It is no coincidence that brands including Hisense, Panasonic, Samsung and TCL are primary backers of the 8K Association nor that Samsung, LG and Philips are partnering Japanese-owned Spanish streamer Rakuten TV’s plans to stream 8K content later this year, nor that Samsung and Sony are sponsoring 8K productions by Insight TV for marketing purposes.
“Although models are already available as low as $5000 they need to be five times cheaper, and up-scalers don't yet make all 4K or HD content shine at 8K,” notes Schwarz.
HDMI 2.1 is provisioned to support 8Kp120 and we are still in the interoperability phase.
The potential for consumer confusion could be high if misleading messages about near-term 8K content availability are made, which could result in 4K market destabilisation.
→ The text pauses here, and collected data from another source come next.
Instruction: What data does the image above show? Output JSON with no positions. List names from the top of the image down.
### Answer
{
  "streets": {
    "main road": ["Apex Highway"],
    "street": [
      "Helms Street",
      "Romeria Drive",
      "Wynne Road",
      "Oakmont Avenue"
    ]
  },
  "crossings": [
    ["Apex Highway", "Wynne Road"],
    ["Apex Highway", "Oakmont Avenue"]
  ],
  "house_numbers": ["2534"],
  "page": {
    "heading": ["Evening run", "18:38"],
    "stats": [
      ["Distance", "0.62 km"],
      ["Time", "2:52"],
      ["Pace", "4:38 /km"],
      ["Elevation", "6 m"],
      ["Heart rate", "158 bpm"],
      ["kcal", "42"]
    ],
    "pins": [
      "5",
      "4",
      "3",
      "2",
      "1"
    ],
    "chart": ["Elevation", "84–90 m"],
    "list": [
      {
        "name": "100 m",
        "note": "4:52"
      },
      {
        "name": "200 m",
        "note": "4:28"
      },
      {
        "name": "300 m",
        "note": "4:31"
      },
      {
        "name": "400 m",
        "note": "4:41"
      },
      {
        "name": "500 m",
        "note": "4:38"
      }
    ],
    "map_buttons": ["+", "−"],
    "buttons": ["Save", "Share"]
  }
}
“While it’s folly to think that the industry can stymie the natural technological progression of display technology, the industry does owe a responsibility to correctly inform consumers of the availability of native 8K content and when it will reach a reasonable critical mass,” says Matthew Goldman, SVP Technology, MediaKind. He believes 8K will only be available for occasional special events like the Olympics or World Cup over the next five years. “We all need to find a compromise between one part of our industry pushing 8K to sell more ‘better’ consumer TVs to increase profit versus another part of our industry pushing back to prevent undermining the wider marketplace for 4K content creation and consumption.”
There is a certain inevitability in cost reduction from TV sets to distribution bandwidth. “We know 8K TV sets will be affordable at some point in time, and that’s when consumers will adopt them at mass scale,” says Fautier. “Therefore, the industry needs to make sure it can offer attractive services for broadcast, live and on-demand streaming, as well as immersive experiences.”
Bester says Insight TV’s 8K experiments are not necessarily because to build up a library, “but because we want to understand where we need to adapt the workflow chain from production through to delivery.”
While there is equipment from cameras to finishing systems and video switchers capable of a full production chain the workflow is embryonic. Data volumes alone present a challenge and a cost.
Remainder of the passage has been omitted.